_ACTION ITEM_. Go over the entries below line by line, copying each one that contains the word "overflow".

Collected data
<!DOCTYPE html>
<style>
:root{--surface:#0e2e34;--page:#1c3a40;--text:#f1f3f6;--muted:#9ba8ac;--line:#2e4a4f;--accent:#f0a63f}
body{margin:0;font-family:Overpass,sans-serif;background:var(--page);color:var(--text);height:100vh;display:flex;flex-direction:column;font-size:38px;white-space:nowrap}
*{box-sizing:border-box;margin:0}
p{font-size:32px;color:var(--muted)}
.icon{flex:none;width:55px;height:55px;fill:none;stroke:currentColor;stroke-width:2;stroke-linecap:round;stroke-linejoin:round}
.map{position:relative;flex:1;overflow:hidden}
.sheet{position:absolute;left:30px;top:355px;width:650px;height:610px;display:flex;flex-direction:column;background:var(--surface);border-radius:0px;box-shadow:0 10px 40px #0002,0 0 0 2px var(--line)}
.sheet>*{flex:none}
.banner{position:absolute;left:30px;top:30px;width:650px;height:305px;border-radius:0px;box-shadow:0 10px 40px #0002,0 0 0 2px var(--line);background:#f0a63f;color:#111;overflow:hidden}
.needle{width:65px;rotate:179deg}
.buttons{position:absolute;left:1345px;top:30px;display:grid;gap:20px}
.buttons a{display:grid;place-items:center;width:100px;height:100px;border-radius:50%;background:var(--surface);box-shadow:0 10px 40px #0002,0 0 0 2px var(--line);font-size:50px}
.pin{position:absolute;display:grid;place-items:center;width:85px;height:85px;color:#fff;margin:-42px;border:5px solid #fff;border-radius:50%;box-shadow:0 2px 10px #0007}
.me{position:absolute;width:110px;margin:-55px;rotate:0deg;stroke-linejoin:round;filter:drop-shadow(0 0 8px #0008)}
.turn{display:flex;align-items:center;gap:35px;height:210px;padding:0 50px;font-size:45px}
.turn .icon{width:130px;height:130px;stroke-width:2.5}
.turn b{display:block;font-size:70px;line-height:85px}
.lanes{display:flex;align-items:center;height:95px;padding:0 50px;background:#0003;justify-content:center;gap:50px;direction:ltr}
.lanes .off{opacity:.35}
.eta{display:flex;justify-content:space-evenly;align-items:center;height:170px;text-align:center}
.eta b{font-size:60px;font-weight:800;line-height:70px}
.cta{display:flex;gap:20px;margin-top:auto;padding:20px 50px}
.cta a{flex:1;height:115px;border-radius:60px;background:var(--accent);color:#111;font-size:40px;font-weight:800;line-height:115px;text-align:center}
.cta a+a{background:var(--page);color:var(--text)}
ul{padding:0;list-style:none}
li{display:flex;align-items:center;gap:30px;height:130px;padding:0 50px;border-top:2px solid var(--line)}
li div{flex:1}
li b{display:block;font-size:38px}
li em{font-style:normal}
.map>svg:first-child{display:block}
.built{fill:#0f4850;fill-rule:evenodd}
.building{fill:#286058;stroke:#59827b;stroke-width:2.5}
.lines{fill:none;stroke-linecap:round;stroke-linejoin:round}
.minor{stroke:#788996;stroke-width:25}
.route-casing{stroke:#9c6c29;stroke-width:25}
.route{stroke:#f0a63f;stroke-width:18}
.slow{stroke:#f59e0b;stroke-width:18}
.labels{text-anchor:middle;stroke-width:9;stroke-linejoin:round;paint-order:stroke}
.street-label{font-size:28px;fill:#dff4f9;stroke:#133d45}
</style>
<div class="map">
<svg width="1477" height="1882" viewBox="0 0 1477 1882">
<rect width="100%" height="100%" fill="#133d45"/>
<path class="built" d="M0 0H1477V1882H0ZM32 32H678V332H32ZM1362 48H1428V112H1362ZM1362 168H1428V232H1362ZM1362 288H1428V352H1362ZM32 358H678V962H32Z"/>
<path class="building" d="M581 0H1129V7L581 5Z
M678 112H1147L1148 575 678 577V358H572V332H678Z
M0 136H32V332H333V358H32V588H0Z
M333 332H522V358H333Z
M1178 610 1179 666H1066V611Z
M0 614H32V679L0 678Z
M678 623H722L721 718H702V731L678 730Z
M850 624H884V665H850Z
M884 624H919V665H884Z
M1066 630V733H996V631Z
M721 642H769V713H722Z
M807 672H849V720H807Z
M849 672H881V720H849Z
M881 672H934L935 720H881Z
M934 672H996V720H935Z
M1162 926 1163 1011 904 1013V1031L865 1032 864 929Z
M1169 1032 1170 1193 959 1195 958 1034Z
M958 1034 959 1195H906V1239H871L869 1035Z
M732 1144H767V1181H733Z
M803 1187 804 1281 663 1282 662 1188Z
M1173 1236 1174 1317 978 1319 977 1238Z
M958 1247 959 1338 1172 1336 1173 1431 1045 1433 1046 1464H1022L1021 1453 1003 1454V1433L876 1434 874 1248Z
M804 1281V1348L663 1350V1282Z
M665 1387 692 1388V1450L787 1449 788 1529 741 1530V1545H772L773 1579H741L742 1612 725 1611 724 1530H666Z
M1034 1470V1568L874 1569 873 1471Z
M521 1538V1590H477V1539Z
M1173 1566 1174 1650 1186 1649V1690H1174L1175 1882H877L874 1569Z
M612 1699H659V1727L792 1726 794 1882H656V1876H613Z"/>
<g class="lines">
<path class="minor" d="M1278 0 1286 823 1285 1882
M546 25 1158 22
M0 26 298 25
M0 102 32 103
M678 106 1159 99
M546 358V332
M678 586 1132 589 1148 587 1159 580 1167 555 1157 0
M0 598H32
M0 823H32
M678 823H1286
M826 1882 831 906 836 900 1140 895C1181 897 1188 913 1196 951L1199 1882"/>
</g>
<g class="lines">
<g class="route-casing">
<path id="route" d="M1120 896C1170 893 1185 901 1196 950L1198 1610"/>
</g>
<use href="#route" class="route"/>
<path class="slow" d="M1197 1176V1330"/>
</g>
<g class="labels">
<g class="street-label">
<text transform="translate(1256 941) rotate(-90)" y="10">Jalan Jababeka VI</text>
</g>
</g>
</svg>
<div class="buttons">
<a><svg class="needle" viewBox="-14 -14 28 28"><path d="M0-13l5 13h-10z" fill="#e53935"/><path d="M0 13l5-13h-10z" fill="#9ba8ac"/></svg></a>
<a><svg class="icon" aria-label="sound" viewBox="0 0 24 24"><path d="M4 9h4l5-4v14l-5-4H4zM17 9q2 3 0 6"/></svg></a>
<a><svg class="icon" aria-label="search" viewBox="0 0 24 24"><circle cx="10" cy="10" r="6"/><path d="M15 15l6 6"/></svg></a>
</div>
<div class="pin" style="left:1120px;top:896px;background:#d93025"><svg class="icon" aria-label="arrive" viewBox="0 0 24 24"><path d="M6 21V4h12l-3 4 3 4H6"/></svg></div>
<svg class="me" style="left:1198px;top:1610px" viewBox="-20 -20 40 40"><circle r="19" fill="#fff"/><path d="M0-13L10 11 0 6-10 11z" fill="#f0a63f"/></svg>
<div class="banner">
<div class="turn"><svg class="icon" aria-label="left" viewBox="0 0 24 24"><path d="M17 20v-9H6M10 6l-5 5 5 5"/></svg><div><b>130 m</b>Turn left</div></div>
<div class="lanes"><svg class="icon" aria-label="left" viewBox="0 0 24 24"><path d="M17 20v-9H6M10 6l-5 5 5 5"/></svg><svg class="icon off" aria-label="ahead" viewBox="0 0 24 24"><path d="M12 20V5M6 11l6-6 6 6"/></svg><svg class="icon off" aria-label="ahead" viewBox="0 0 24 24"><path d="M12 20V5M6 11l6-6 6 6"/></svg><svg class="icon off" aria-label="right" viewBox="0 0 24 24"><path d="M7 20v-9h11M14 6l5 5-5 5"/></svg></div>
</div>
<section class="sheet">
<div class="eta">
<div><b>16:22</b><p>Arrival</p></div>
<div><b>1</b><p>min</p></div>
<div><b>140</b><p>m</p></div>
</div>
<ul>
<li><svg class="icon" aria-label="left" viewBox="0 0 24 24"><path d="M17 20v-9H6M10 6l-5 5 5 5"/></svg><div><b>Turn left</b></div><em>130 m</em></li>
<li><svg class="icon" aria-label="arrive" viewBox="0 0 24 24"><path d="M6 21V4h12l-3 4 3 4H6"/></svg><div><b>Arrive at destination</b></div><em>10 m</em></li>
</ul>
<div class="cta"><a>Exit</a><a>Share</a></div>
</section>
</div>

_TASK ANSWER_.
.map{position:relative;flex:1;overflow:hidden}
.banner{position:absolute;left:30px;top:30px;width:650px;height:305px;border-radius:0px;box-shadow:0 10px 40px #0002,0 0 0 2px var(--line);background:#f0a63f;color:#111;overflow:hidden}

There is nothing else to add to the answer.